The sudden rasp of the door buzzer made him snap his head around wondering who the hell it could be at that hour. Any friends he had would have called first and anybody else he didn’t want to see. He put the glass down and picked up the .45 from the table, then stood to one side of the door and yanked it open.
She was in a short sweater and skirt combination with a white raincoat thrown loosely over her shoulders, and her hair was a dark frame for startled, wide brown eyes and a rich, full ruby mouth.
Helen Scanlon said, “Are you going to shoot me, Mr. Burke?”
Burke smiled with his lips, but his eyes remained impassive. With a casual movement he put the gun inside his waistband. “Not tonight.”
“Aren’t you going to ask me in?”
“These are hardly visiting hours.”
“Make an exception.”
“Come on in then.” He made a deprecating motion with his head toward the apartment. “Don’t mind the mess. I wasn’t expecting company.”
“Apparently not since you’ve lived here. You aren’t very,neat, Mr. Burke.”
“Who gives a shit,” he told her. “Can I make you a drink?”
“No, thank you.”
“Then get to it.”
“Don’t be so abrupt. May I sit down?”
Gill waved toward a chair and eased himself down in the worn recliner. Something, he thought, was very, very screwy.
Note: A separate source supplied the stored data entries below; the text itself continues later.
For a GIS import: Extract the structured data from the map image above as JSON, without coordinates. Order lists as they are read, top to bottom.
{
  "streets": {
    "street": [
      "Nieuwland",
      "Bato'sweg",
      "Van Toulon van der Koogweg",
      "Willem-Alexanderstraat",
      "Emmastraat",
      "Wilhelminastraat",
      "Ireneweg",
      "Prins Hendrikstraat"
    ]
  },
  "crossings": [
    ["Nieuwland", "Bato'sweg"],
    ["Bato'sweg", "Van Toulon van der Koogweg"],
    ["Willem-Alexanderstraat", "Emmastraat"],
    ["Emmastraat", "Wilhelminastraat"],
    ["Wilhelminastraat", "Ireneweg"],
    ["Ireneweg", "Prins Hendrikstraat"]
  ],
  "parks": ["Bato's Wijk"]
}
“I’ve come to apologize,” she said.
“For what?”
“My remark about you being a turncoat.”
“How about being as repulsive as a skinless rat?”
“Did that really get to you?”
Burke shrugged and sipped his beer. “That’s nothing compared to some of the things I’ve been called.”
“But it got to you.”
“Just the repulsive part.”
“I’m sorry,” she said. The sincerity in her tone was real.
“Why?”
“Because I overheard Mr. Verdun making a phone call. He said you were a policeman again and poking around. Apparently you are some sort of a threat to his... business.”
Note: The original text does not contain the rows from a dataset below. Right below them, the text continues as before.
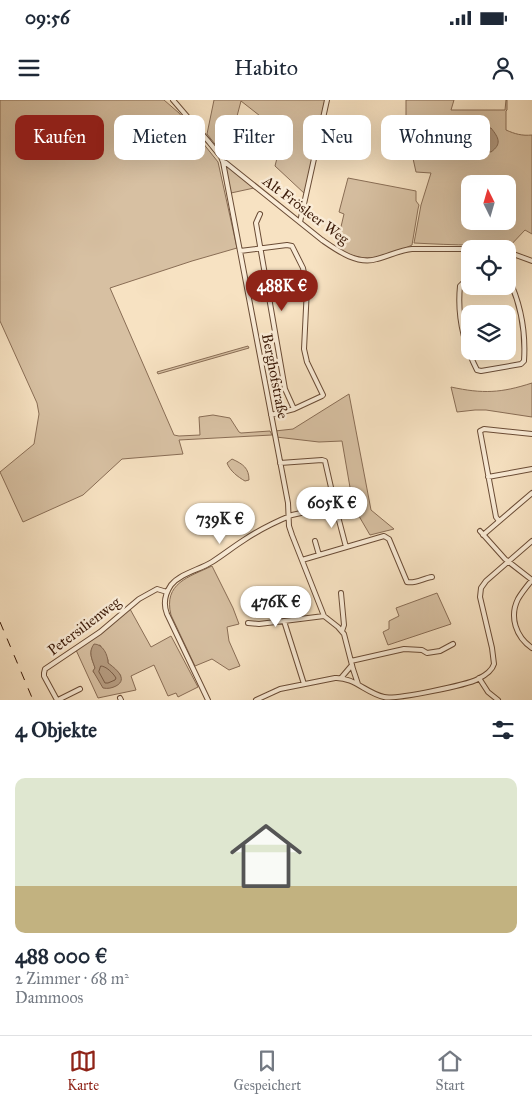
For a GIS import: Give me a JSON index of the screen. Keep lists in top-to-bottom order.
{
  "streets": {
    "street": ["Alt Frösleer Weg", "Berghofstraße", "Petersilienweg"]
  },
  "crossings": [
    ["Alt Frösleer Weg", "Berghofstraße"]
  ],
  "north": "top",
  "page": {
    "status": "09:56",
    "header": "Habito",
    "chip": [
      "Kaufen",
      "Mieten",
      "Filter",
      "Neu",
      "Wohnung"
    ],
    "price": [
      "488K €",
      "605K €",
      "739K €",
      "476K €"
    ],
    "heading": "4 Objekte",
    "list": [
      {
        "name": "488 000 €",
        "note": "2 Zimmer · 68 m² · Dammoos"
      }
    ],
    "tabs": ["Karte", "Gespeichert", "Start"]
  }
}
“You’re damn well told I am.”
“Mr. Burke... things get very confusing sometimes.”
“Don’t believe everything you read in the papers. How old are you?”
“Thirty.”
“You don’t look it at all.”
“How old are you?”
“A hundred and ten.”
She smiled gently. “You don’t look it either.”
“It’s all mental, kid.”
“Why are you a threat to them?”
“Because I made a career out of trying to break them.”
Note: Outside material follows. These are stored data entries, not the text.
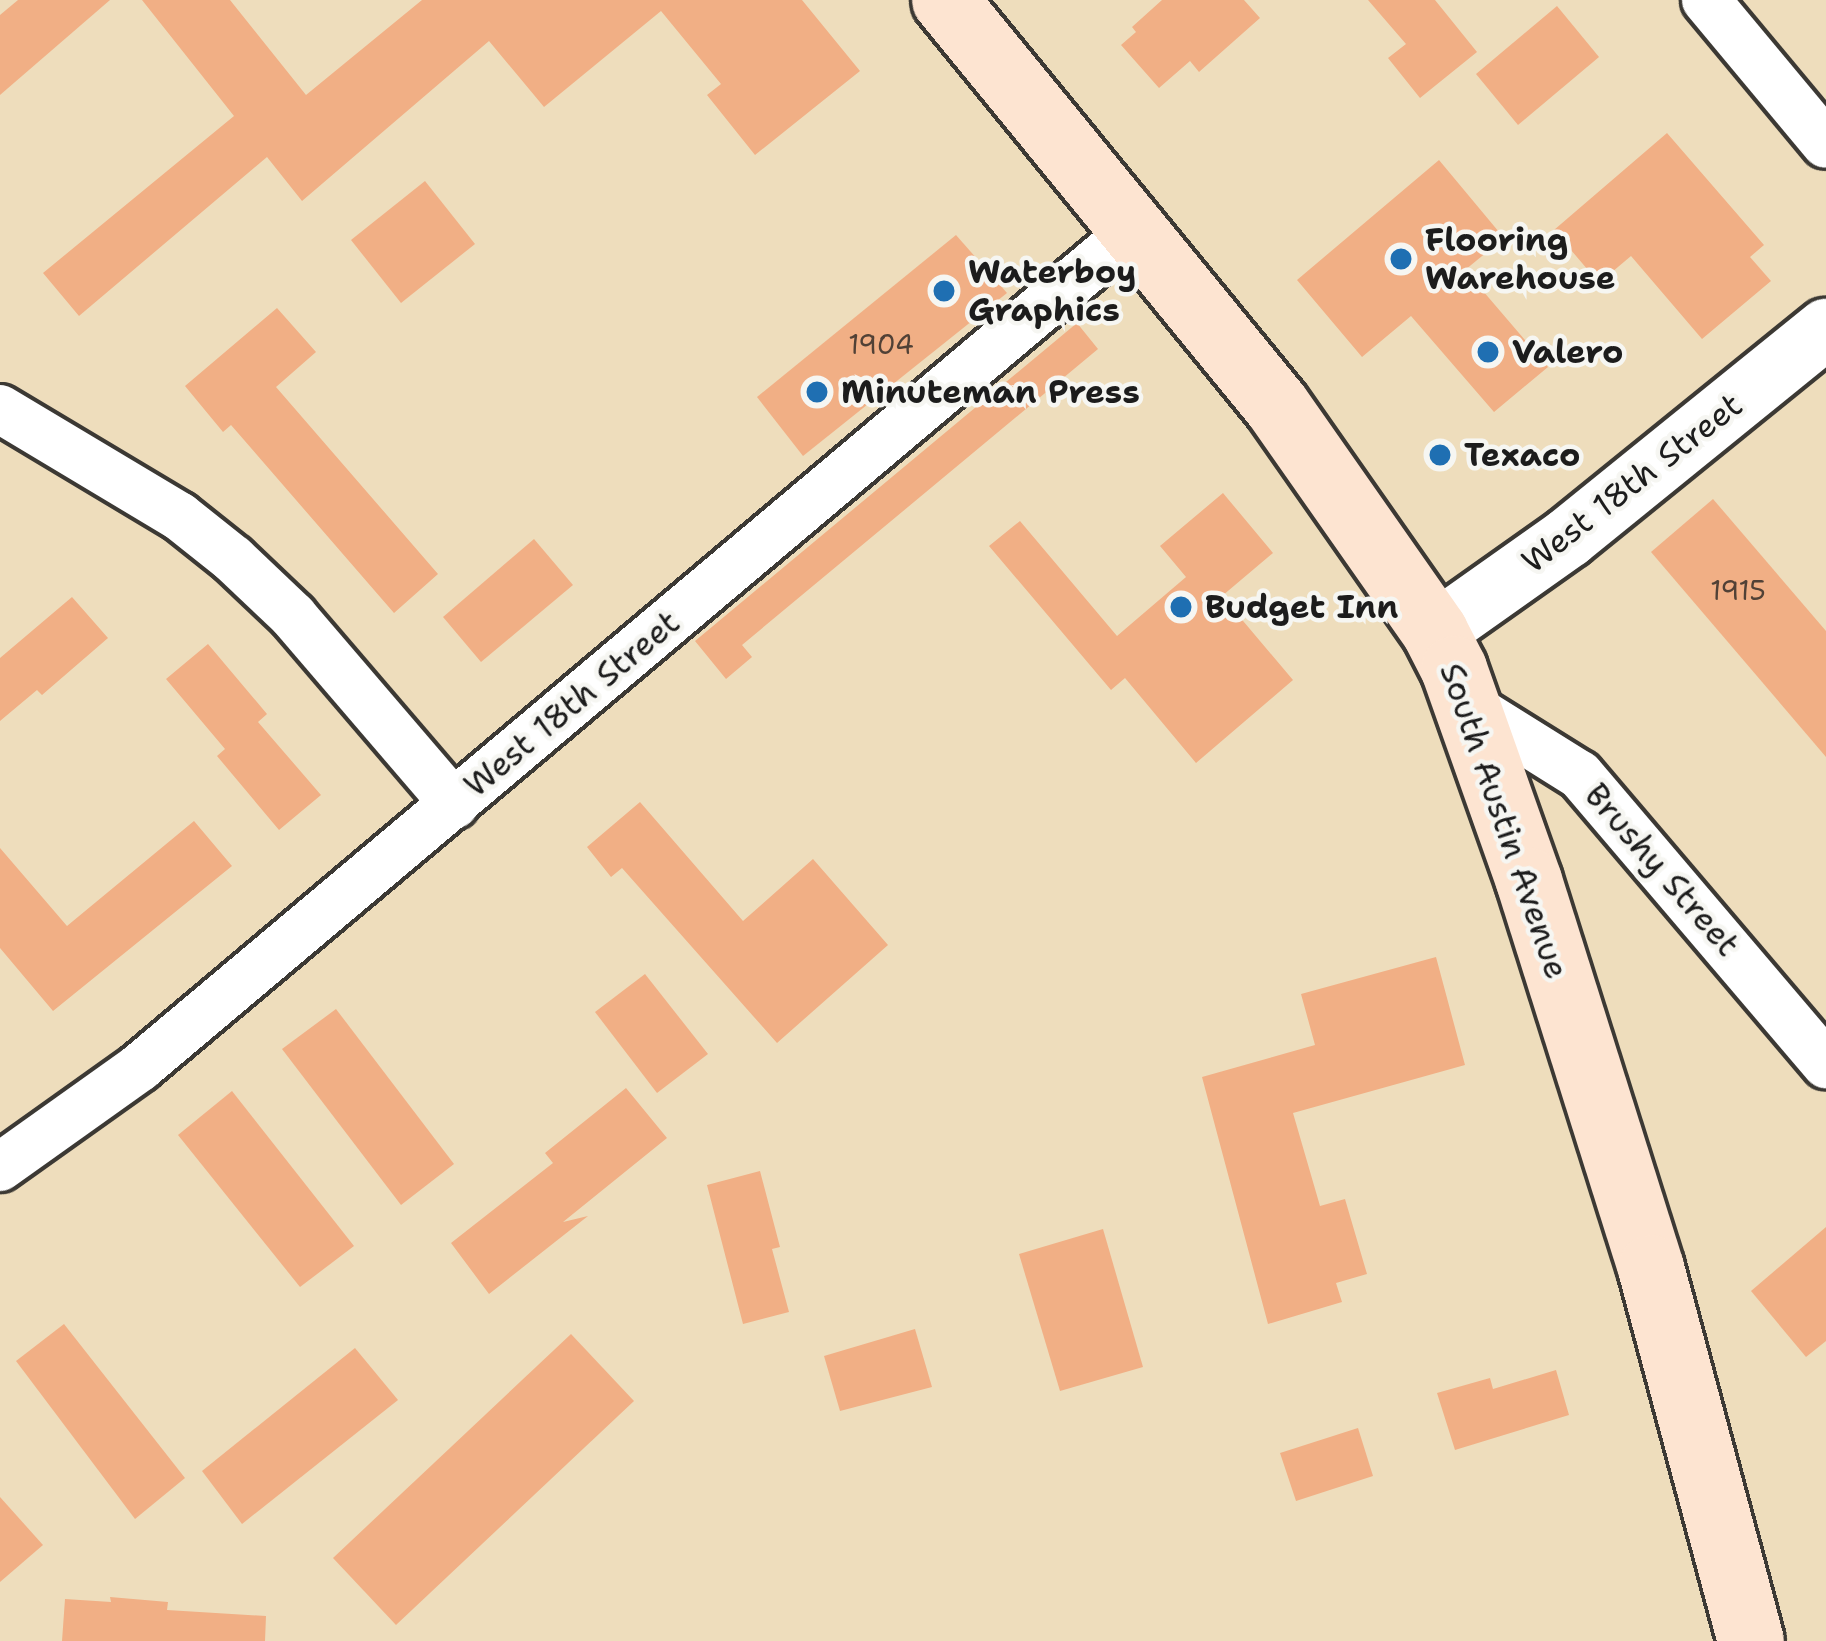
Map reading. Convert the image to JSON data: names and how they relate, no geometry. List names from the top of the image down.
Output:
{
  "streets": {
    "main road": ["South Austin Avenue"],
    "street": ["West 18th Street", "Brushy Street"]
  },
  "crossings": [
    ["West 18th Street", "South Austin Avenue"],
    ["South Austin Avenue", "Brushy Street"]
  ],
  "places": [
    "Flooring Warehouse",
    "Waterboy Graphics",
    "Valero",
    "Minuteman Press",
    "Texaco",
    "Budget Inn"
  ],
  "house_numbers": ["1904", "1915"]
}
“You know it isn’t possible, don’t you?”
“That’s what everybody seems to think, but they’re wrong. What goes up can come down.”
“My father thought that too.”
“Joe Scanlon had just obtained the murder weapon used to gun down a key witness who could have testified against Papa Menes and six other top men in the syndicate. The fingerprints of the killer were on that gun and it would have brought the walls tumbling down around some important political figure. The mob had him run down by a stolen auto and they retrieved the gun. It was classified as a hit-and-run accident.”
“There has never been any proof otherwise,” she stated flatly.
“If a little old lady were still alive... the one who heard the last words he ever spoke, she’d tell you differently.”
“What little old lady?”
“She died of a stroke two days later. Seeing that incident probably triggered it. She gave the information to Hanson, who was the local beat cop then. All he could do was report it, but as courtroom evidence it was out.”
Helen Scanlon nibbled on the tip of her thumb and tried to blink away the wetness that clouded her vision. She had come only to apologize, not resurrect the past. It was something she neither wished to discuss or even think about, but sitting opposite Gill Burke, seeing all the hardness reflected in his face and the way he carried himself and sensing the controlled violence that was an integral part of himself, the past kept forcing itself into the present.
“That thirty thousand dollars they found hidden in my father’s home... he never could have saved that. Every cent he made went to pay medical bills for my mother. Everything I could afford I sent on too.”